Take the entries below and return them unchanged.

(GIVEN DATA):
= = = = = = =
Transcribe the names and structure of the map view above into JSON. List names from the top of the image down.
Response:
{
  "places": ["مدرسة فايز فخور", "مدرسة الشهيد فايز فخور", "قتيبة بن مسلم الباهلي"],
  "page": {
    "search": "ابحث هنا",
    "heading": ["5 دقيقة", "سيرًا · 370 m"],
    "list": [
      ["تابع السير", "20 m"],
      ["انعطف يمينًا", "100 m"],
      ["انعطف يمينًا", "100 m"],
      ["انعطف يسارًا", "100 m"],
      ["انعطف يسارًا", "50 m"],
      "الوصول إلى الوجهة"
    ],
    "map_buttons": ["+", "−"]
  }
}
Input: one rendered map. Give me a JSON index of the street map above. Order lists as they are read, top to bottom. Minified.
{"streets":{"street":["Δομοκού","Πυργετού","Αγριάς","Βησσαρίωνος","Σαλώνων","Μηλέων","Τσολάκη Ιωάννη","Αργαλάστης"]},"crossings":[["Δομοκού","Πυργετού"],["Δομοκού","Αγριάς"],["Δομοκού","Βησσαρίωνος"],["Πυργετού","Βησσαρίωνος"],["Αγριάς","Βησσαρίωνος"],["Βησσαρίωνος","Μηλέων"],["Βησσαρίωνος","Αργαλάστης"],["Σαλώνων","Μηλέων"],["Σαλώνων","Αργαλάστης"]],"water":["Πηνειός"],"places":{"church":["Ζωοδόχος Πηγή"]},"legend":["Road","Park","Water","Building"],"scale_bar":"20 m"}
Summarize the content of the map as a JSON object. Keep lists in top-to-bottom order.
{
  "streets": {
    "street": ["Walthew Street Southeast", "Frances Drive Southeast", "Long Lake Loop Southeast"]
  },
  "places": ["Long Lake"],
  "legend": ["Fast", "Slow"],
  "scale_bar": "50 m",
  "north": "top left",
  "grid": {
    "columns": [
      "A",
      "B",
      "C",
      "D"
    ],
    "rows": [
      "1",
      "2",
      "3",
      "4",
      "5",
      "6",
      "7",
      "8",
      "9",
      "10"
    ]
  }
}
= = = = = = =
(WRITTEN SOLUTION):
Transcribe the names and structure of the map view above into JSON. List names from the top of the image down.
Response:
{
  "places": ["مدرسة فايز فخور", "مدرسة الشهيد فايز فخور", "قتيبة بن مسلم الباهلي"],
  "page": {
    "search": "ابحث هنا",
    "heading": ["5 دقيقة", "سيرًا · 370 m"],
    "list": [
      ["تابع السير", "20 m"],
      ["انعطف يمينًا", "100 m"],
      ["انعطف يمينًا", "100 m"],
      ["انعطف يسارًا", "100 m"],
      ["انعطف يسارًا", "50 m"],
      "الوصول إلى الوجهة"
    ],
    "map_buttons": ["+", "−"]
  }
}
Input: one rendered map. Give me a JSON index of the street map above. Order lists as they are read, top to bottom. Minified.
{"streets":{"street":["Δομοκού","Πυργετού","Αγριάς","Βησσαρίωνος","Σαλώνων","Μηλέων","Τσολάκη Ιωάννη","Αργαλάστης"]},"crossings":[["Δομοκού","Πυργετού"],["Δομοκού","Αγριάς"],["Δομοκού","Βησσαρίωνος"],["Πυργετού","Βησσαρίωνος"],["Αγριάς","Βησσαρίωνος"],["Βησσαρίωνος","Μηλέων"],["Βησσαρίωνος","Αργαλάστης"],["Σαλώνων","Μηλέων"],["Σαλώνων","Αργαλάστης"]],"water":["Πηνειός"],"places":{"church":["Ζωοδόχος Πηγή"]},"legend":["Road","Park","Water","Building"],"scale_bar":"20 m"}
Summarize the content of the map as a JSON object. Keep lists in top-to-bottom order.
{
  "streets": {
    "street": ["Walthew Street Southeast", "Frances Drive Southeast", "Long Lake Loop Southeast"]
  },
  "places": ["Long Lake"],
  "legend": ["Fast", "Slow"],
  "scale_bar": "50 m",
  "north": "top left",
  "grid": {
    "columns": [
      "A",
      "B",
      "C",
      "D"
    ],
    "rows": [
      "1",
      "2",
      "3",
      "4",
      "5",
      "6",
      "7",
      "8",
      "9",
      "10"
    ]
  }
}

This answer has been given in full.